The Midkiff/Benedum joint venture has a 72.8% undivided joint venture interest in the Midkiff/Benedum system, of which the remaining 27.2% interest is owned by Pioneer Natural Resources Company (NYSE: PXD) (“Pioneer”). Due to the Midkiff/Benedum system’s status as an undivided joint venture, the Midkiff/Benedum joint venture proportionally consolidates its 72.8% ownership interest in the assets and liabilities and operating results of the Midkiff/Benedum system.

Use of Estimates

The preparation of the Partnership’s consolidated financial statements in conformity with accounting principles generally accepted in the United States requires management to make estimates and assumptions that affect the reported amounts of assets and liabilities and disclosure of contingent assets and liabilities that exist at the date of the Partnership’s consolidated financial statements, as well as the reported amounts of revenue and expense during the reporting periods. The Partnership’s consolidated financial statements are based on a number of significant estimates, including the fair value of derivative instruments, the probability of forecasted transactions and stock compensation, all of which could affect the reported amounts of certain assets and liabilities. Actual results could differ from those estimates.

The natural gas industry principally conducts its business by processing actual transactions at the end of the month following the month of delivery. Consequently, the most current month’s financial results were recorded using estimated volumes and commodity market prices. Differences between estimated and actual amounts are recorded in the following month’s financial results. Management believes that the operating results presented for the three and nine months ended September 30, 2008 represent actual results in all material respects (see “—Revenue Recognition” accounting policy for further description).
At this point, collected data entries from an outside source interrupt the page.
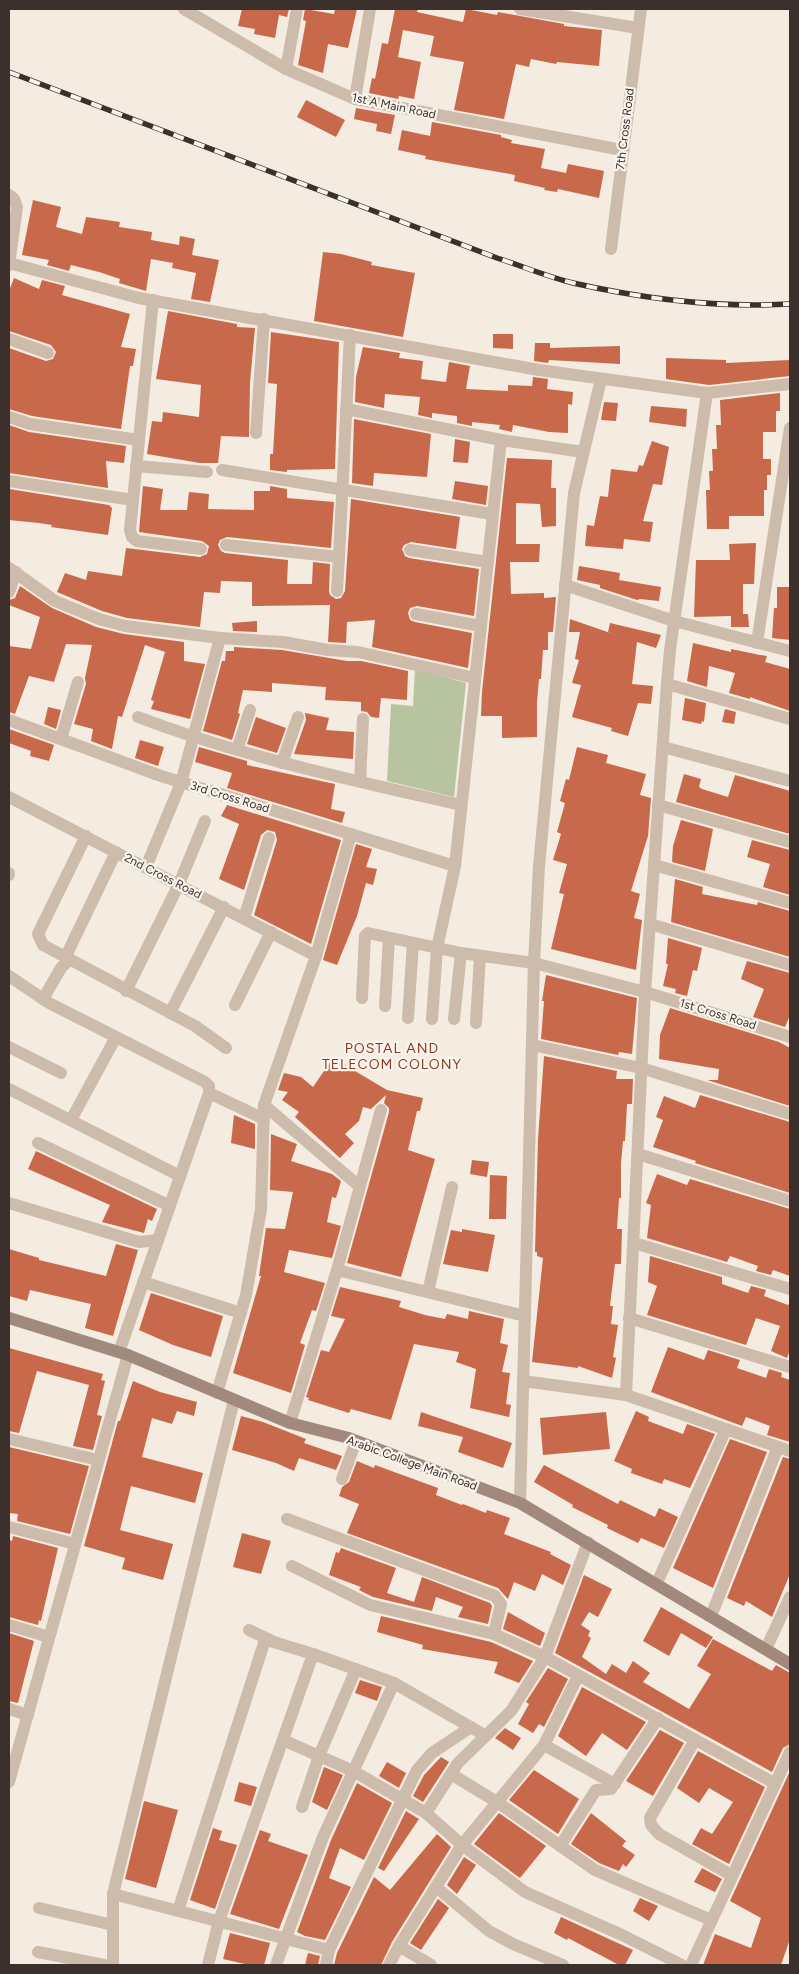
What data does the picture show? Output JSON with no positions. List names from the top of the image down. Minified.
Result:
{"streets":{"main road":["Arabic College Main Road"],"street":["1st A Main Road","7th Cross Road","3rd Cross Road","2nd Cross Road","1st Cross Road"]},"crossings":[["1st A Main Road","7th Cross Road"]],"districts":["POSTAL AND TELECOM COLONY"]}
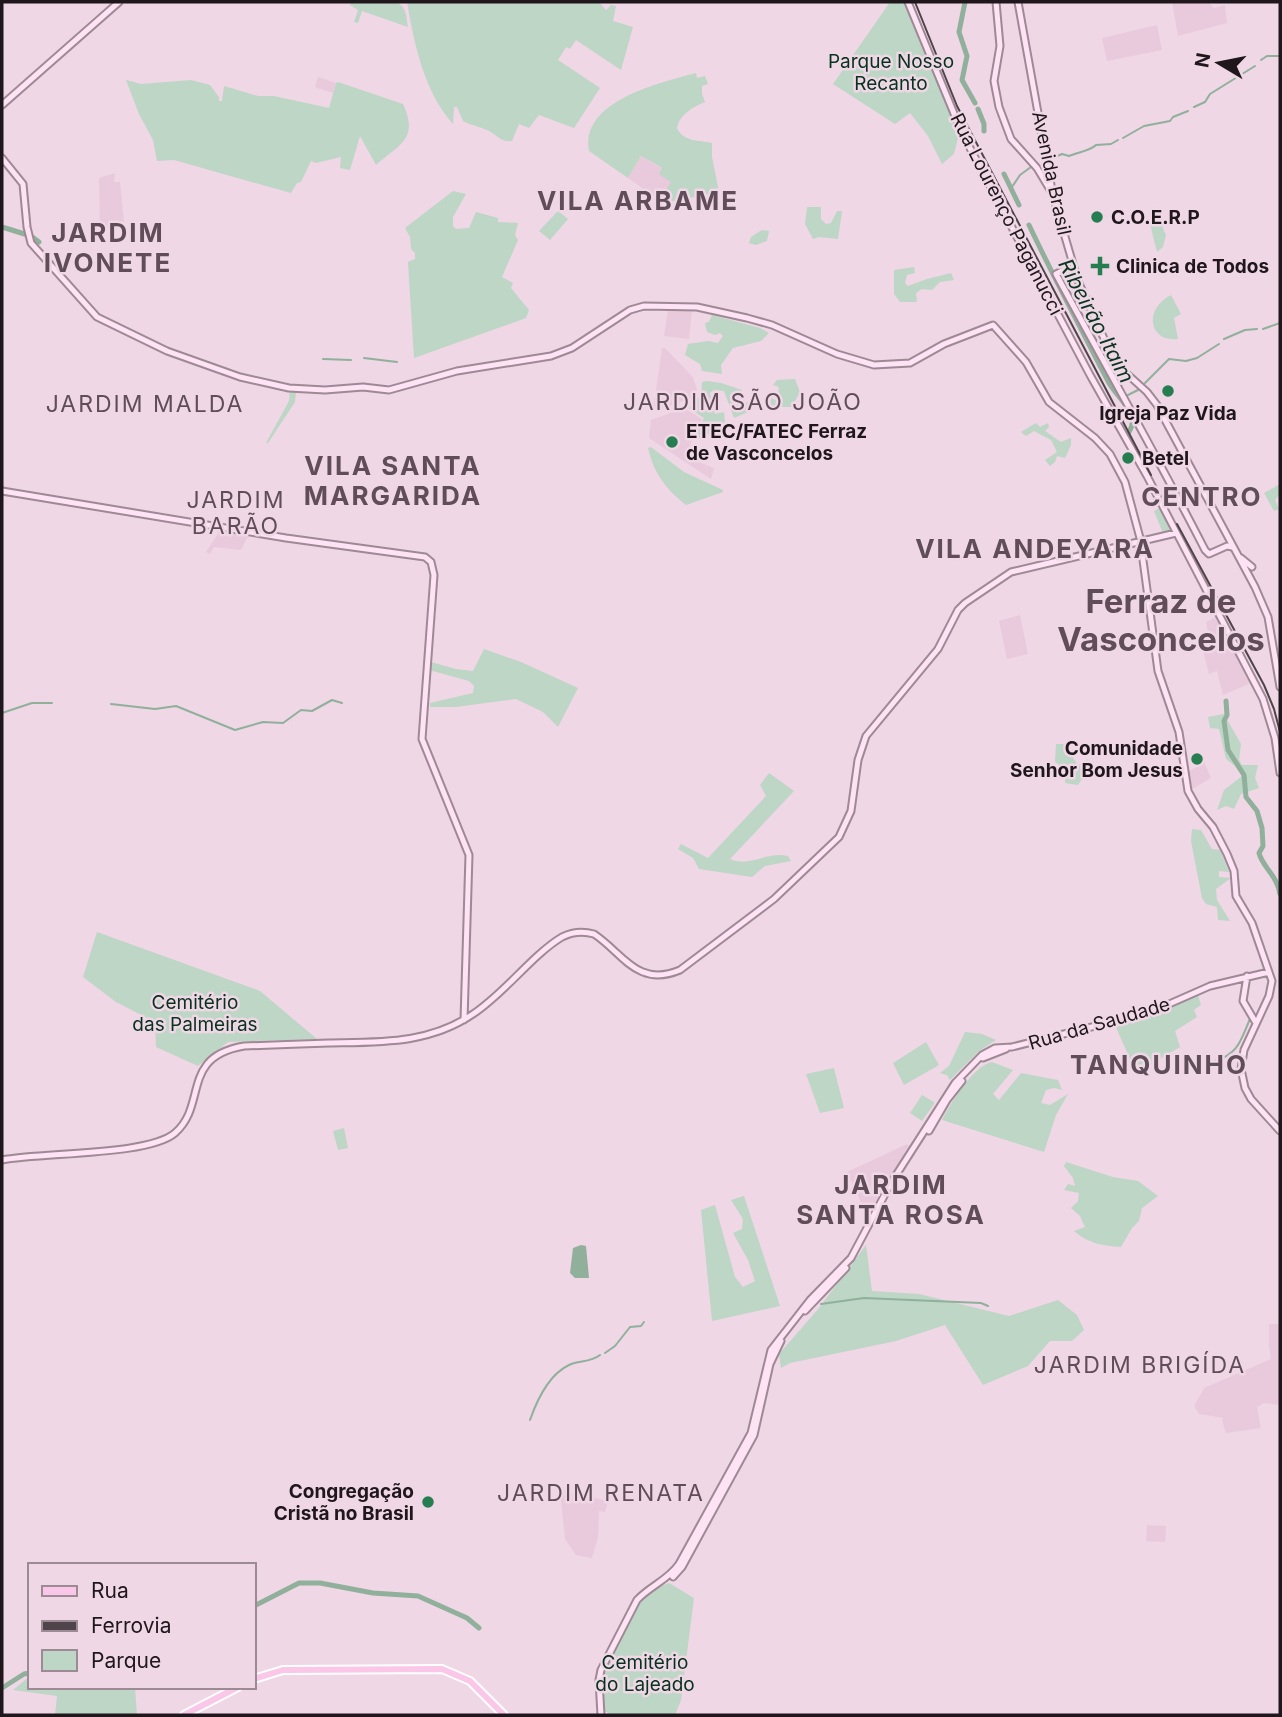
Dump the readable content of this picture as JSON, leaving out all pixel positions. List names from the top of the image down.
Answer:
{
  "streets": {
    "main road": ["Avenida Brasil", "Rua Lourenço Paganucci", "Rua da Saudade"]
  },
  "districts": [
    "VILA ARBAME",
    "JARDIM IVONETE",
    "JARDIM SÃO JOÃO",
    "JARDIM MALDA",
    "VILA SANTA MARGARIDA",
    "CENTRO",
    "JARDIM BARÃO",
    "VILA ANDEYARA",
    "Ferraz de Vasconcelos",
    "TANQUINHO",
    "JARDIM SANTA ROSA",
    "JARDIM BRIGÍDA",
    "JARDIM RENATA"
  ],
  "water": ["Ribeirão Itaim"],
  "parks": ["Parque Nosso Recanto", "Cemitério das Palmeiras", "Cemitério do Lajeado"],
  "places": {
    "other": [
      "C.O.E.R.P",
      "Igreja Paz Vida",
      "ETEC/FATEC Ferraz de Vasconcelos",
      "Betel",
      "Comunidade Senhor Bom Jesus",
      "Congregação Cristã no Brasil"
    ],
    "health": ["Clinica de Todos"]
  },
  "legend": ["Rua", "Ferrovia", "Parque"],
  "north": "left"
}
Net Income (Loss) Per Common Unit

Basic net income (loss) attributable to common limited partners per unit is computed by dividing net income (loss) attributable to common limited partners, which is determined after the deduction of the general partner’s and the preferred unitholder’s interests, by the weighted average number of common limited partner units outstanding during the period. The general partner’s interest in net income (loss) is calculated on a quarterly basis based upon its 2% interest and incentive distributions (see Note 5), with a priority allocation of net income to the general partner’s incentive distributions in accordance with the partnership agreement, and the remaining net income or loss allocated with respect to the general partner’s and limited partners’ ownership interests. Diluted net income attributable to common limited partners per unit is calculated by dividing net income (loss) attributable to common limited partners by the sum of the weighted average number of common limited partner units outstanding and the dilutive effect of phantom unit awards, as calculated by the treasury stock method, and the dilutive effect of convertible securities. Phantom units consist of common units issuable under the terms of the Partnership’s long-term incentive plan and incentive compensation agreements (see Note 13).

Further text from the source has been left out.